### [Available data]
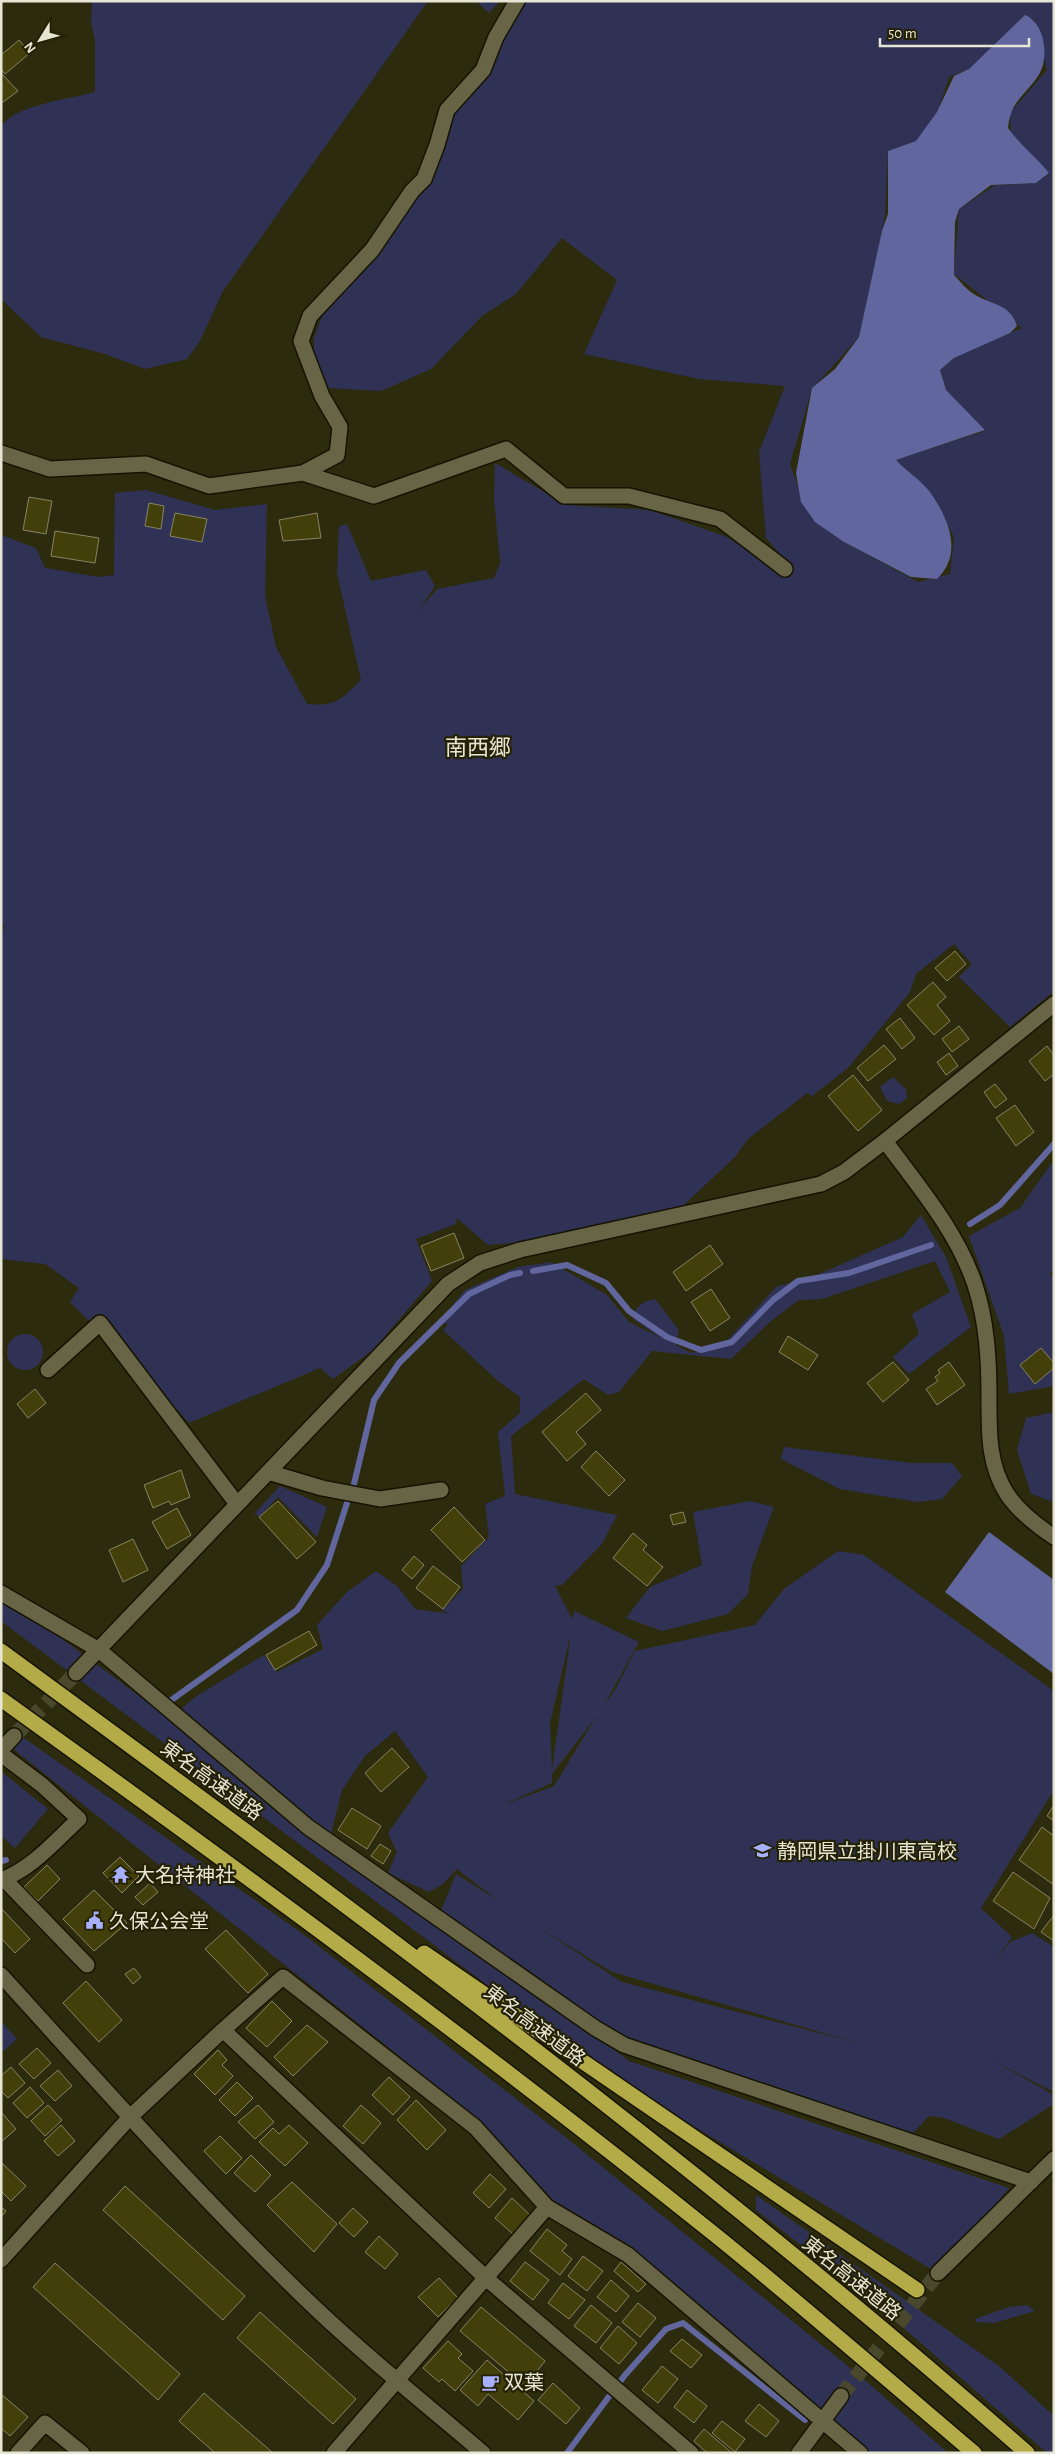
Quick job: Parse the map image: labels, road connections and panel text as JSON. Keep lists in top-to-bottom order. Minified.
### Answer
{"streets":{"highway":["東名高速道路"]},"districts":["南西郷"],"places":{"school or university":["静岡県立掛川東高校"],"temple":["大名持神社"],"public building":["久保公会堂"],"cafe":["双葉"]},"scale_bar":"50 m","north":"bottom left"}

### [What you are asked to do]
The answer is the full listing above, reproduced character for character, minus its images.

### [Result of this task]
Quick job: Parse the map image: labels, road connections and panel text as JSON. Keep lists in top-to-bottom order. Minified.
### Answer
{"streets":{"highway":["東名高速道路"]},"districts":["南西郷"],"places":{"school or university":["静岡県立掛川東高校"],"temple":["大名持神社"],"public building":["久保公会堂"],"cafe":["双葉"]},"scale_bar":"50 m","north":"bottom left"}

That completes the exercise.